Here’s another experience I want to share, from the perspective not of a child but of a parent. The threat in question was train safety. Amtrak, understandably, wants to keep people (especially children) OFF THE TRACKS. One of their approaches (early 1990s) was to show a safety movie, and one target captive audience was children in schools near train tracks, most of which are not fenced. (Never mind that NO child in our town crossed a track to walk to school.) My son was traumatized. The movie was very upsetting. As a substitute teacher, I had the opportunity to see the film, and, yes, it was shocking. After some general safety discussion (don’t walk on the tracks, look both ways if you must cross), the film showed two children on the tracks. One has boasted that he will stand on the tracks until the train “almost” hits him. Another child tries to pull him off. With a roar and screaming whistle, the train thunders toward them and the screen goes black. I’ll bet my son wasn’t the only child to get upset.

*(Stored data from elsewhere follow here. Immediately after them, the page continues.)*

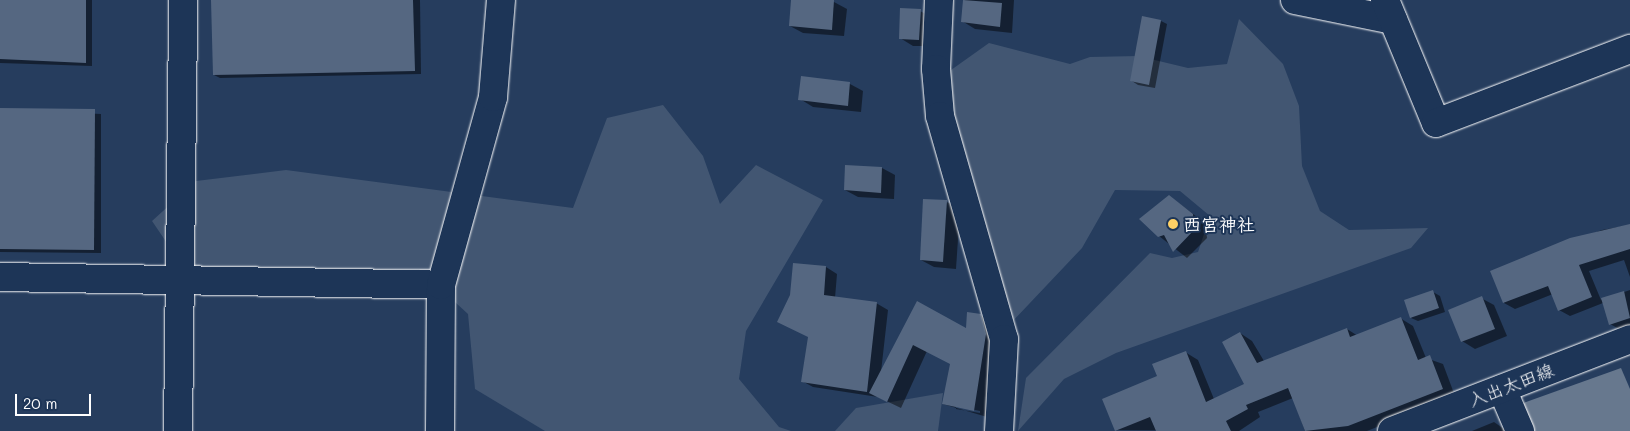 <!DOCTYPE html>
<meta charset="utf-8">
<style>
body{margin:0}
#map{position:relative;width:1630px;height:431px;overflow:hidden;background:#263d5e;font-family:Mali,"Klee One",sans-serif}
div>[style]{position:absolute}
.green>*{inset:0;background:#425672}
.water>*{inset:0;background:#67788e}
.shadow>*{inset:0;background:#0007}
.building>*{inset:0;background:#556781}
.roads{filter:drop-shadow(0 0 1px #fff) drop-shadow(0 0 1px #fff)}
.minor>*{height:28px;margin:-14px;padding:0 14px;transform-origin:14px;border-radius:14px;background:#1d3557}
.major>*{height:28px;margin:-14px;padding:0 14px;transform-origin:14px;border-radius:14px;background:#1d3557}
.dots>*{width:14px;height:14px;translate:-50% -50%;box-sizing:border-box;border:2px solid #1d3557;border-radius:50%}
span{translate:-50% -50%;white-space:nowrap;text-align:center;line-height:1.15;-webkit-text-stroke:4px #1d3557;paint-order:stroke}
.poi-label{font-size:18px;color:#fff;font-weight:700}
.left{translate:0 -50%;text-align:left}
.street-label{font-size:18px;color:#fff}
.scale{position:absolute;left:15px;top:394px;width:76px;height:22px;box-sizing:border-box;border:2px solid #fff;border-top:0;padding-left:6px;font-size:15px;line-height:18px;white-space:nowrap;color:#fff;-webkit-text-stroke:4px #1d3557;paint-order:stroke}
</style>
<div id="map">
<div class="green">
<i style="clip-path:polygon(1239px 19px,1283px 64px,1299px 106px,1302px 166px,1320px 211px,1349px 230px,1428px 228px,1411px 248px,1116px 353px,1064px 379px,1018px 431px,1026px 378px,1150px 253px,1172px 258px,1198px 252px,1210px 216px,1180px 191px,1115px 190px,1082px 248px,1011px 323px,969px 185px,944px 75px,989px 43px,1070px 64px,1090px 57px,1138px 56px,1188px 68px,1227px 64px)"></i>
<i style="clip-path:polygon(663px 105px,703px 156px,720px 204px,756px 165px,823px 200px,746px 331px,739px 379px,779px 427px,791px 431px,545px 431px,475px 389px,468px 314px,419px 269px,188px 274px,152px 221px,196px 181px,286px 170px,573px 208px,607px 118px)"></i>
<i style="clip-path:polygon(943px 393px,938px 431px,835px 431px,856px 408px)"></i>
</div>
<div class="water">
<i style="clip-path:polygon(1621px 368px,1630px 389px,1630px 431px,1528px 431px,1518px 405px)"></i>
</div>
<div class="shadow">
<i style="clip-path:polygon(0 0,92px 0,92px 66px,0 63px)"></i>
<i style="clip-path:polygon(212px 0,420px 0,421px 74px,220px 78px,214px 75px)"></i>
<i style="clip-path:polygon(792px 0,834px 2px,847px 9px,844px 36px,803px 33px,790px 26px)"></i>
<i style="clip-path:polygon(965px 0,1014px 0,1012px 33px,975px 29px,962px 21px)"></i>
<i style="clip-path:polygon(920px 11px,933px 18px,932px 46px,913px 46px,900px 38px)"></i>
<i style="clip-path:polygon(1161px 21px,1167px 24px,1155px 88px,1138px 85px,1132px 81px)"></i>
<i style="clip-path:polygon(802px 78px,850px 84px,863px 91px,861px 112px,813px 107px,800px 99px)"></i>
<i style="clip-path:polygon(0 109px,101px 114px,101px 253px,0 252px)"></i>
<i style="clip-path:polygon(882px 168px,895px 175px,894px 199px,858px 197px,845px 190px)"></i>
<i style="clip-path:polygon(1169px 196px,1205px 223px,1207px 238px,1187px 258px,1159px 236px)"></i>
<i style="clip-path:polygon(947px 202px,960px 209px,956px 269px,934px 267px,921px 260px)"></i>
<i style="clip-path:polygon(1630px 225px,1630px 277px,1624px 260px,1589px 271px,1601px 300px,1630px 290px,1630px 328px,1621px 330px,1610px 324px,1603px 303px,1570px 316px,1559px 310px,1553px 294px,1515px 309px,1504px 303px,1492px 271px,1602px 230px)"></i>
<i style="clip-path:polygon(evenodd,826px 267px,837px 274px,835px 298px,876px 303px,888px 310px,881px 372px,918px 303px,968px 330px,980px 315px,993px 323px,987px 417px,943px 404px,952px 364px,927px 351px,901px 408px,878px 397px,813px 387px,802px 381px,826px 267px,956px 406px,980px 411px,980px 413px,956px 409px,956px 406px)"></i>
<i style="clip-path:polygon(1433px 292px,1440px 296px,1445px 312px,1418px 321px,1411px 318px)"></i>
<i style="clip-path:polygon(1481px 298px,1494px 305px,1507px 336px,1475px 349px,1462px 341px)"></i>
<i style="clip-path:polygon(1400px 318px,1413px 326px,1426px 358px,1443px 364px,1455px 396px,1367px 431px,1305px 431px,1293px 398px,1258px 412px,1260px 417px,1239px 431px,1116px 430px,1185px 352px,1198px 360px,1214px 399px,1246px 385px,1240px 333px,1252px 341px,1264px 361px,1347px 329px,1358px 336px)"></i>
<i style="clip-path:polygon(1494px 422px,1507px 431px,1472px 431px)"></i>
</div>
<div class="building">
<i style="clip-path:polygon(0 0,86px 0,86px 63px,0 59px)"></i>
<i style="clip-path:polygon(211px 0,413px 0,415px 71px,213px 75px)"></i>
<i style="clip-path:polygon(791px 0,834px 0,832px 30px,789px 26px)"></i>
<i style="clip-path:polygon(963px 0,1002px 3px,1000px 27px,961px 22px)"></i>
<i style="clip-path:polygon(900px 8px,921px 9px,919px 40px,899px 39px)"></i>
<i style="clip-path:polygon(1142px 16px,1161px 20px,1149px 85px,1130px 81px)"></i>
<i style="clip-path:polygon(801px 76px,850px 82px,848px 106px,798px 100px)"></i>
<i style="clip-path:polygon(0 108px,95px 109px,94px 250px,0 249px)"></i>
<i style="clip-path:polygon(845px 165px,882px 167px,881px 193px,844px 190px)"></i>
<i style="clip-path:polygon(1169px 195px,1193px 214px,1194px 230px,1173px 252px,1164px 235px,1158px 237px,1139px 219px)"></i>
<i style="clip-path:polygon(923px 199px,947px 200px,943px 262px,920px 260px)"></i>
<i style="clip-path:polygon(1630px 224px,1630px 249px,1579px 265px,1592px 297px,1558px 311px,1548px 286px,1503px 303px,1490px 271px,1570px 238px)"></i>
<i style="clip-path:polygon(793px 263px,826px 266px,824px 295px,877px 302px,867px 392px,801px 382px,808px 337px,777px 322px,790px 295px)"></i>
<i style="clip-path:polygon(1433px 290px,1439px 308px,1410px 318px,1404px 300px)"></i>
<i style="clip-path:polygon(1624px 291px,1630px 318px,1609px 325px,1601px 298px)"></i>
<i style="clip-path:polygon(1482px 296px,1495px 329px,1461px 342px,1448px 310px)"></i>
<i style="clip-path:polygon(917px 301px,966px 328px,967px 312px,981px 314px,986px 334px,974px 411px,942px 404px,950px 364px,913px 345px,887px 402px,869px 393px)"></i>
<i style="clip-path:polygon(1401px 317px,1418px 360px,1430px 355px,1443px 389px,1348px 426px,1305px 431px,1288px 388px,1246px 405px,1248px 409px,1226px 421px,1231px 431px,1156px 431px,1150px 417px,1115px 431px,1102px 399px,1157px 376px,1152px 364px,1186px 351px,1206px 402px,1244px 384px,1222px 342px,1240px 332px,1257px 363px,1347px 328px,1350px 337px)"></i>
</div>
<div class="roads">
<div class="minor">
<i style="left:939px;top:0;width:69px;rotate:92.5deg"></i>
<i style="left:936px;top:69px;width:47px;rotate:85.1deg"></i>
<i style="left:940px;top:116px;width:232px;rotate:74deg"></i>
<i style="left:1004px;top:339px;width:92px;rotate:93.1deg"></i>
<i style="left:1295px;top:0;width:100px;rotate:11.5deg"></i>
<i style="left:1385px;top:0;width:133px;rotate:67.5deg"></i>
<i style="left:1436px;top:123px;width:208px;rotate:-20.9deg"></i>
<i style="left:0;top:277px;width:441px;rotate:1deg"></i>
<i style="left:1502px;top:389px;width:46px;rotate:66.8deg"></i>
<i style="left:178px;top:431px;width:431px;rotate:-89.3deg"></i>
<i style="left:440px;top:431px;width:146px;rotate:-89.6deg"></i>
<i style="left:441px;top:285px;width:195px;rotate:-74.5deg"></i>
<i style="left:493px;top:97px;width:97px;rotate:-85.3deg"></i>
</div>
<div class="major">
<i style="left:1392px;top:431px;width:255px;rotate:-21.1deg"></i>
</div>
</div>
<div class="dots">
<i style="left:1173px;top:224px;background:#ffd166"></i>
</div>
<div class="poi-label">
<span class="left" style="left:1183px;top:224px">西宮神社</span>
</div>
<div class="street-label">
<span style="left:1511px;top:385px;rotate:-21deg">入出太田線</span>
</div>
<div class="scale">20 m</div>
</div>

A school shooting is a different type of threat. Parents and teachers are straining themselves to the utmost figuring out how to help and protect today’s children.

So much to consider… children need to learn train safety, fire safety, pedestrian safety, and now, some things about firearms. Our responsibility as adults is to protect children and, over time, teach them to protect themselves. It’s not easy.

We all experience fear. Parents and educators face incredibly difficult decisions. We need to talk.

We are all in this together. WE ARE ALL IN THIS TOGETHER.

Riley C Howell, age 21 – Rest in Peace

On April 30, Riley Howell charged a gunman in a classroom at University of North Carolina/Charlotte. He was shot point blank. His action undoubtedly saved lives. The toll was two deaths and four injured.

The graduation picture released by Howell’s family is heartbreaking. Howell radiates happy energy. He is described as a fearless athlete who loved a challenge.

Why did he charge the shooter? Did he expect to die? We won’t ever know.

In my reading, I encountered someone who might offer insight. Frank Delaney’s book Simple Courage – A True Story of Peril on the Sea describes an incident that happened in 1951 in the north Atlantic. Delaney recounts that when Captain Kurt Carlsen had safely evacuated all crew and passengers off  his disabled bulk cargo ship Flying Enterprise, a young sailor/radio operator jumped from a tug boat to the foundering ship. Why? The risk was extreme. He didn’t know Carlsen. Possibly Carlsen would have survived without him. Together, for two weeks, they struggled to salvage the crippled ship, finally leaving it just before it sank.

I wonder what we could learn, if it was possible to speak to that radio operator. (Not having the book in my hand, I don’t know what he said, if anything.) If he is living, he would be at least 90 years old. My review of Simple Courage can be found in this blog dated April 22, 2014. (Interestingly, Amazon’s web site includes a review of Simple Courage by Senator John McCain, who found the book “absorbing, thrilling and inspirational…”)

Howell’s loved ones can frame this however they choose, remember him as a hero or regret his split second decision or both. Their lives will never be the same. My heart aches for them.

Before I could even post this, another tragic death has occurred, of a high school student in Colorado, in similar circumstances.